May 01, 2012, 2:39 PM — The engineer who wrote the code causing Google's Street View cars to capture unencrypted Wi-Fi traffic in several countries has been identified, according to an online report. Marius Milner, currently a software engineer for Google's YouTube, was the person responsible for creating Street View's Wi-Fi traffic recording software, The New York Times is reporting. The Times said it uncovered Milner's identity through a former state investigator who was involved in a separate inquiry into Google Street View. Milner also appears to be the creator of NetStumbler, a security application for Windows PCs that lets users optimize their wireless network and plug up any potential security holes.

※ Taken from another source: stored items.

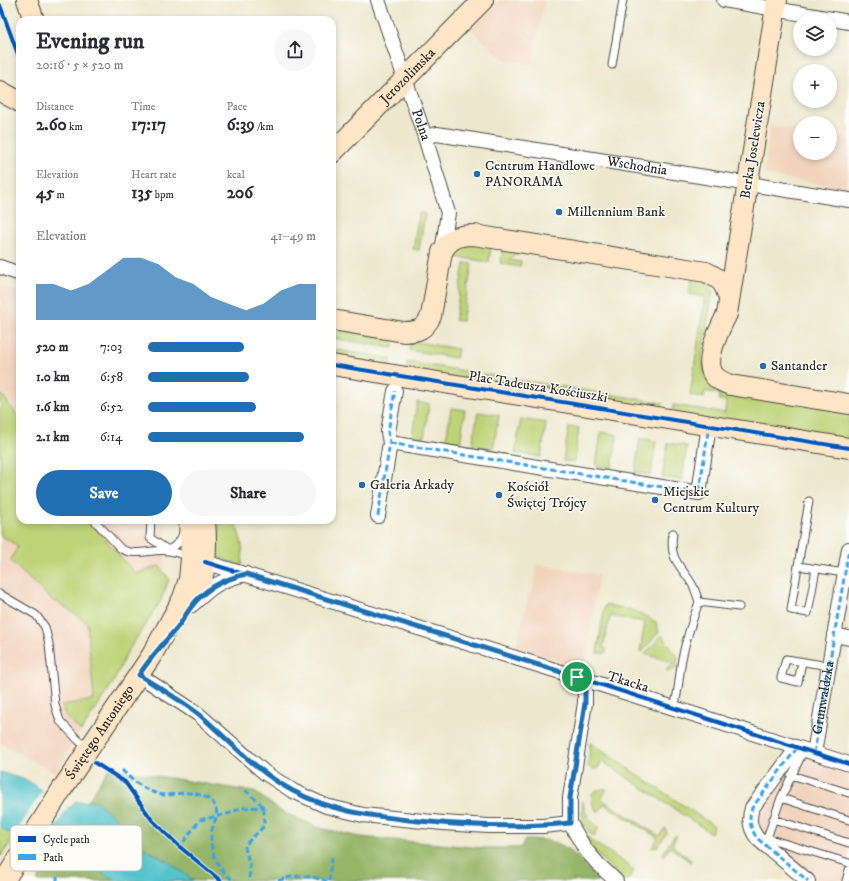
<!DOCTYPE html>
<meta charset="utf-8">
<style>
body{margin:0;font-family:"IM FELL DW Pica",serif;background:#f7f7f7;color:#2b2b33;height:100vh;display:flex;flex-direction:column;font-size:15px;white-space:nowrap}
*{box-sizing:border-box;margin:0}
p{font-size:13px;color:#7c7c81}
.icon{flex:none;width:22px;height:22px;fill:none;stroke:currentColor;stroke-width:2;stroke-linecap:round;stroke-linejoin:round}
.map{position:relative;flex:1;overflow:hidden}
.drawer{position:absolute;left:16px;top:16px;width:320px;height:508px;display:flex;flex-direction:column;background:#fff;border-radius:12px;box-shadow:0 2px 6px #0003}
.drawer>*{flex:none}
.fabs{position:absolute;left:793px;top:12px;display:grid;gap:8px}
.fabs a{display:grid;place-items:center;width:44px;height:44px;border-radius:50%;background:#fff;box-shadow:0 2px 6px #0003;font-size:20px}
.pin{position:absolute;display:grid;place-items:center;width:34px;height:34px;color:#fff;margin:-17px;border:2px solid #fff;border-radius:50%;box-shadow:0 1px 4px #0007}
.round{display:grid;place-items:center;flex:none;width:42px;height:42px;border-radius:21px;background:#f7f7f7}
.head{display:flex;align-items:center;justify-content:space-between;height:68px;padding:0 20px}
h1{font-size:22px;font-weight:700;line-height:30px}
.figures{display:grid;grid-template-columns:repeat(3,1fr);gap:6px;height:68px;padding:4px 20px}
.figures div{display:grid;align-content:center}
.figures b{font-size:17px;font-weight:700}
.figures small{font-size:11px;font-weight:400}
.figures p{font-size:11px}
.chart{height:112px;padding:8px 20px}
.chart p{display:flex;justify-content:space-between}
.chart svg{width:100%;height:72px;margin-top:4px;fill:#1f6fb2;opacity:.7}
.primary-button{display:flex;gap:8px;margin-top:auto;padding:8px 20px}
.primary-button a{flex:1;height:46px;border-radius:24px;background:#1f6fb2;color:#fff;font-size:16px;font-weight:700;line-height:46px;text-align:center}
.primary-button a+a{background:#f7f7f7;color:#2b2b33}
ul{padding:0 20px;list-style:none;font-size:13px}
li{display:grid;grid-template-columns:64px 48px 1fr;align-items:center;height:30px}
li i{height:10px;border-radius:5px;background:#1f6fb2}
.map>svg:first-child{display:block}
.built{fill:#f2d4be}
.green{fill:#bdd377;stroke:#747f51}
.forest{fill:#96b568;stroke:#60704a}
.water{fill:#55c3cb;stroke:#40777b}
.pier{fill:#ede8cd}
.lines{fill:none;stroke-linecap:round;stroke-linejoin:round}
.lane-casing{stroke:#484743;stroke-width:9}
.street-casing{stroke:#484743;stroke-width:16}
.secondary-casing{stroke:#484743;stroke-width:22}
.lane{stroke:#fff;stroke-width:7}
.street{stroke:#fff;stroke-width:14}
.secondary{stroke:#fde5c5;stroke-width:20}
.quiet{stroke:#3ea3eb;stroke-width:3;stroke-dasharray:6 3;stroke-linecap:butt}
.cycleway-casing{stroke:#fdfcf7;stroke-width:6}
.cycleway{stroke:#0057b8;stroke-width:4}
.route-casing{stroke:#fff;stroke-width:8}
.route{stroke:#1f6fb2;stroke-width:5}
.poi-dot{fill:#1f6fb2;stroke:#fdfcf7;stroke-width:1.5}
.labels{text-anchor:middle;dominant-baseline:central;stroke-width:3;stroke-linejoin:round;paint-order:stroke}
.street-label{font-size:14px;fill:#2b2b2b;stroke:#fdfcf7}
.poi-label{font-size:14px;fill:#2b2b2b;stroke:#fdfcf7;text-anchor:start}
.key{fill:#fdfcf7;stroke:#bebdba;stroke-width:1}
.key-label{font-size:11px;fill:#2b2b2b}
</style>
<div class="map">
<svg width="849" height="881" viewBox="0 0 849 881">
<rect width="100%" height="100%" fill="#fdfcf7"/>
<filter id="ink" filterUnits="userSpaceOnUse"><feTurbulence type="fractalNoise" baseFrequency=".025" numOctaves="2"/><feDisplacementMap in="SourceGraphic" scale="8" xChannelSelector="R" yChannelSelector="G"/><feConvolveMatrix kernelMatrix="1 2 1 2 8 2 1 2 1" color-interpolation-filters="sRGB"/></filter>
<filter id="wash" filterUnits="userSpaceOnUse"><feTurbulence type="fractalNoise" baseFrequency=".012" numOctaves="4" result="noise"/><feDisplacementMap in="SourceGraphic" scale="16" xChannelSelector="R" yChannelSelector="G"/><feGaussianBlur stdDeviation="0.9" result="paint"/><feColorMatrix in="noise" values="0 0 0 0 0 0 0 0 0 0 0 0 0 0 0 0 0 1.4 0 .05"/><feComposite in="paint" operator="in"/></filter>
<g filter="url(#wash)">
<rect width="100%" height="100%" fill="#ede8cd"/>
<path class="built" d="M500,0h45l-14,64 -28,-5 -32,-30z
M770,126l30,5v22h30v-17l19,3v26l-3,23 -82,-13z
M0,286l20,6v123l-16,-20 -4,-1z
M85,520h82l-3,52 5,10 -7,19 -14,-12z
M0,531l21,13 -12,18 45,41h3l29,21 7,76 -12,31 -26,42 -55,-30z
M537,564l62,11 -16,94 -67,-22 13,-54h3z
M797,753l52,16v112h-33l-51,-42 -8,-10v-16z"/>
<path class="green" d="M419,213l6,1 -6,36 -6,-1z
M464,243l27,3 -2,16 -40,-6 4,-7z
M503,248l19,3 -13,9 12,2 -1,5 -20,-4z
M464,263l8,1 -10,57 -7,-1z
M692,279l17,4 3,6v6l-10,61 3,19 144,34v34l-177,-29 1,-9 52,8 1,-12 -7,-1v-6l-14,-3 -1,7 -14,-3 15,-98 -16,-3z
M332,328l62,10 -1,10 -61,-10z
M411,341l47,8 -2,9 -47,-8z
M332,349l59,10 -2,9 -57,-9z
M407,362l65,10 -2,9 -64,-10z
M483,374l180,29 -2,10 -179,-30z
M0,395l3,1 17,23v101h68l48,54 23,-8 10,13 -9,23 -34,52 -12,27 -33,50 -15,-14 -4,-12 32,-5 -7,-77 -29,-21h-4l-44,-41 8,-15 -18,-11z
M417,402l12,2 -5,34 -12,-2z
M451,408l14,2 -5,34 -14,-3z
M478,412l21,3 -6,34 -21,-3z
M521,419l25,4 -5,34 -26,-4z
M569,427l10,1 -5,34 -11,-1z
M601,432l16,3 -5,33 -16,-2z
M640,438l16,3 -5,34 -16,-3z
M668,443l19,3 -5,34 -20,-3z
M219,520h15c7,18 10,26 8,46l-27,-9 4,-23z
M605,605l28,5 23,12 3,10 -17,20 -2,-1 5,-29 -35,-6 -7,32 3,1v2l-1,2h-8z
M662,635l16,22 -2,12 -7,2 -3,-1 7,-8 -28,-8z
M590,743l124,83 -3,7 -109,-72 -4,7 -4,1 -6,-3z
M607,789l-6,10 58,37 6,-8 2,5 -10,14 -5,1 6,-10 -54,-34 -6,9c-9,-13 -11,-25 9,-24z
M583,801c1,13 6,19 16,27l-5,8c-12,-9 -13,-20 -11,-35z
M0,826l6,6 7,2 -4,11 -9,12z
M581,831l11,10 39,26 3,3 -5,9 -5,1c-18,-16 -31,-28 -43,-49z
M674,836h3l-5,9 19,15 -1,2 -20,-15 -6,9 -1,-3z"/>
<path class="forest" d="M109,768l146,24 27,20 38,16 40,9 123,11h37l5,-8c8,0 17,-1 25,1 22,5 34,24 48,40h-561z"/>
<path class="water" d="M0,772l28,9 42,27 6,-7 2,1 18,-1 30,26 6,15 37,20 25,19h-78l-55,-32 -14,6 -33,-21 -8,-2 -6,-6z"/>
<path class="pier" d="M43,790l26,15 -29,47 -26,-16z"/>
</g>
<g filter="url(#ink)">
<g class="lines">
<g class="lane-casing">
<path id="lane" d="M612,65l11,-65
M809,501l-11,65 47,7
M94,520l26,28c15,10 32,0 49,3 7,1 14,4 21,6
M151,520l-1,18 18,12c8,-4 14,-9 15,-18
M673,533c-4,27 6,30 19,51 3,5 5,12 7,18 -7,19 -13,37 -17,57 -3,16 -3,33 -8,48
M798,566l-7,44 17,3 8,-44
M0,594l36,21 9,12 4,17 6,61 5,16 19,20 10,7
M699,602l40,5
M802,662l-4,20 -17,-4 5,-19 43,7
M791,775l58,18
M781,798l68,22
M773,819l76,24
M767,838l82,25
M762,843l5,-5 14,-40 23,-48
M846,881l3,-11"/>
</g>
<g class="street-casing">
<g id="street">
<path id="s1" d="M378,0l47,137 23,76 -6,39"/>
<path d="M724,0l125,22"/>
<path id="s2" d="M425,137l12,-3 412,66"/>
<path d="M0,267l20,7"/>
<path d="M390,443l309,50 10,-68"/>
<path d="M378,516l12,-73 -2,-11 7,-41"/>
<path d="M205,562l372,115 272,87"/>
<path d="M192,605c20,-19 28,-25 54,-31"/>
<path d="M834,635l15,3"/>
<path d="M139,675l59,39 67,59 28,18 33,15 37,9 80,8 45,3h55l27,-3"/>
<path d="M577,677l8,10v16l-15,95v25l15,26 13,15 18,17"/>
<path d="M797,748l-45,60c-4,12 -2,21 6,31l50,42"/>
<path d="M814,753l35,-204"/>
</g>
</g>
<g class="secondary-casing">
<g id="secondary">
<path d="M27,0l7,20"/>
<path d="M777,0l-50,314c-7,14 -22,43 -15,58 3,7 11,10 18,13l119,19"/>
<path d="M0,91l20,11"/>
<path id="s3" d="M332,153l151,-153"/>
<path d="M332,320l72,12c14,0 21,-3 27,-16l11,-64c8,-14 16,-17 32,-17l232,37c16,8 18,10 23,27"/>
<path d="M332,365l517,83"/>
<path d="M198,593c9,-23 9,-49 7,-73"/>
<path id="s4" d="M4,881l58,-92 90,-134 31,-57 6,-19 2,-21 -2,-38"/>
</g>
</g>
<use href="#lane" class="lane"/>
<use href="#street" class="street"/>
<use href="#secondary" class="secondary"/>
<g class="quiet">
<path d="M390,443l309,50 10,-68"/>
<path d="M378,516l12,-73 -2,-11 7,-41"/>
<path d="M797,748l-45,60c-4,12 -2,21 6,31l50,42"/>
<path id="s5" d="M814,753l35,-204"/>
<path d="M122,770c10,11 26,23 42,25 6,0 12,-1 18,-2 9,-1 25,2 31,10 9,10 -1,20 -2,32 -1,17 8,38 24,46"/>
<path d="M245,790l19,17v19l-18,18 -1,4 5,18 -1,15"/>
<path d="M178,849l22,-29 31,-7 10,-5 23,-1"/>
<path d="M57,877v4"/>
<path d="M278,881c17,-7 31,-6 49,0"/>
<path d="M329,881l3,-25"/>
</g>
<g class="cycleway-casing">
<path id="cycleway" d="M0,5l20,55
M332,365l517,83
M205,562l372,115 272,87
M95,763l30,19 27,38 28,27 41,34"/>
</g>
<use href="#cycleway" class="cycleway"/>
</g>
</g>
<g class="lines" filter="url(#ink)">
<g class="route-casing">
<path id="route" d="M246,574l331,103 8,10v16l-15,95v25c-50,5 -101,3 -151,-2 -46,-5 -84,-8 -126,-30 -35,-18 -64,-51 -93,-76 -19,-15 -41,-27 -61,-40 12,-19 27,-34 41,-51 4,-6 7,-12 12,-18 13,-18 33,-27 54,-32z"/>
</g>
<use href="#route" class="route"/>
</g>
<g class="poi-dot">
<circle cx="477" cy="174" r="4"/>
<circle cx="559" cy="212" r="4"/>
<circle cx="763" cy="366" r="4"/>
<circle cx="362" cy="485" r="4"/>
<circle cx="499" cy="495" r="4"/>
<circle cx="655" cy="500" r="4"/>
</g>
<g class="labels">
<g class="street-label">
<text stroke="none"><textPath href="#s3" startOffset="108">Jerozolimska</textPath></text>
<text stroke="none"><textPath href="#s1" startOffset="132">Polna</textPath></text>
<text transform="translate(753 150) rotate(-81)">Berka Joselewicza</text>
<text stroke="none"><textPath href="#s2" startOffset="215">Wschodnia</textPath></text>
<text transform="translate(538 387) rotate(9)">Plac Tadeusza Kościuszki</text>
<text transform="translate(628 682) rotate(17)">Tkacka</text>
<text stroke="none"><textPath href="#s5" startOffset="56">Grunwaldzka</textPath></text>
<text stroke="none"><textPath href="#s4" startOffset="177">Świętego Antoniego</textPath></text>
</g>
<g class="poi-label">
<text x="485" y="166">Centrum Handlowe<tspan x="485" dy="16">PANORAMA</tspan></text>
<text x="567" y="212">Millennium Bank</text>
<text x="771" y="366">Santander</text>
<text x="370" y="485">Galeria Arkady</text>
<text x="507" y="487">Kościół<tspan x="507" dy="16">Świętej Trójcy</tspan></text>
<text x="663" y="492">Miejskie<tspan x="663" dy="16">Centrum Kultury</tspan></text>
</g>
</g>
<rect x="10" y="825" width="132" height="46" rx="6" class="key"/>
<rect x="18" y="836" width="18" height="6" fill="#0057b8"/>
<rect x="18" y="854" width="18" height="6" fill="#3ea3eb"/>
<g class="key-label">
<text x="43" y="843">Cycle path</text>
<text x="43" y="861">Path</text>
</g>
</svg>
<div class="fabs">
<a><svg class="icon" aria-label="layers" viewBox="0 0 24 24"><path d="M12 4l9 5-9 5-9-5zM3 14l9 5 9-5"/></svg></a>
<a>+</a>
<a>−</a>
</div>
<div class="pin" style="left:577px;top:677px;background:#1e9e55"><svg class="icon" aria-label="arrive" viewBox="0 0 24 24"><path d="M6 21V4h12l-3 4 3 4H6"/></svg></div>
<section class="drawer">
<div class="head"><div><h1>Evening run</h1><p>20:16 · 5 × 520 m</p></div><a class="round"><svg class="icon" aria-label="share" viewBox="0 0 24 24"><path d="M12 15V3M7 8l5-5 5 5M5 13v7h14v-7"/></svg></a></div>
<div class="figures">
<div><p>Distance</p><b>2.60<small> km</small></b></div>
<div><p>Time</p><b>17:17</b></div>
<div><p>Pace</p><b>6:39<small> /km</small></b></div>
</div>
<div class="figures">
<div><p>Elevation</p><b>45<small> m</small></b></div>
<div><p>Heart rate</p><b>135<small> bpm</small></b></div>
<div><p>kcal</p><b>206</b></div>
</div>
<div class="chart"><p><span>Elevation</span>41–49 m</p>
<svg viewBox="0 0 160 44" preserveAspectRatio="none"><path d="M0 44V22L10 22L20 26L30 22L40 14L50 6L60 6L70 10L80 18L90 22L100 30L110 34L120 38L130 34L140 26L150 22L160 22V44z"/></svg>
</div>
<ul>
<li><b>520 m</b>7:03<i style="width:57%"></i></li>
<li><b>1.0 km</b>6:58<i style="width:60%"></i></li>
<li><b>1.6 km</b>6:52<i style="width:64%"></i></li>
<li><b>2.1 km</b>6:14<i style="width:93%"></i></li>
</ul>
<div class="primary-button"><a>Save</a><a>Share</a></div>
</section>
</div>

The Street View engineer's identity has become a hot topic in recent days after Google released a copy of an FCC investigation suggesting Google employees knew Street View cars were data snooping on open Wi-Fi networks. Google had previously stated that it unintentionally collected data from unprotected Wi-Fi networks all over the globe capturing snippets of e-mails, instant messages, web browsing and other online activity.
How It All Started
Google's Wi-Fi woes started in 2010 after the company received a request from Germany's data protection authority to audit the information that Street View cars collected. As part of the project, Google was recording publicly available identifying information from Wi-Fi routers around the world in order to create a router location database to help improve the accuracy of location-based services for Android phones and other Google products. But the search giant also said its cars had mistakenly collected fragments of user data in the process.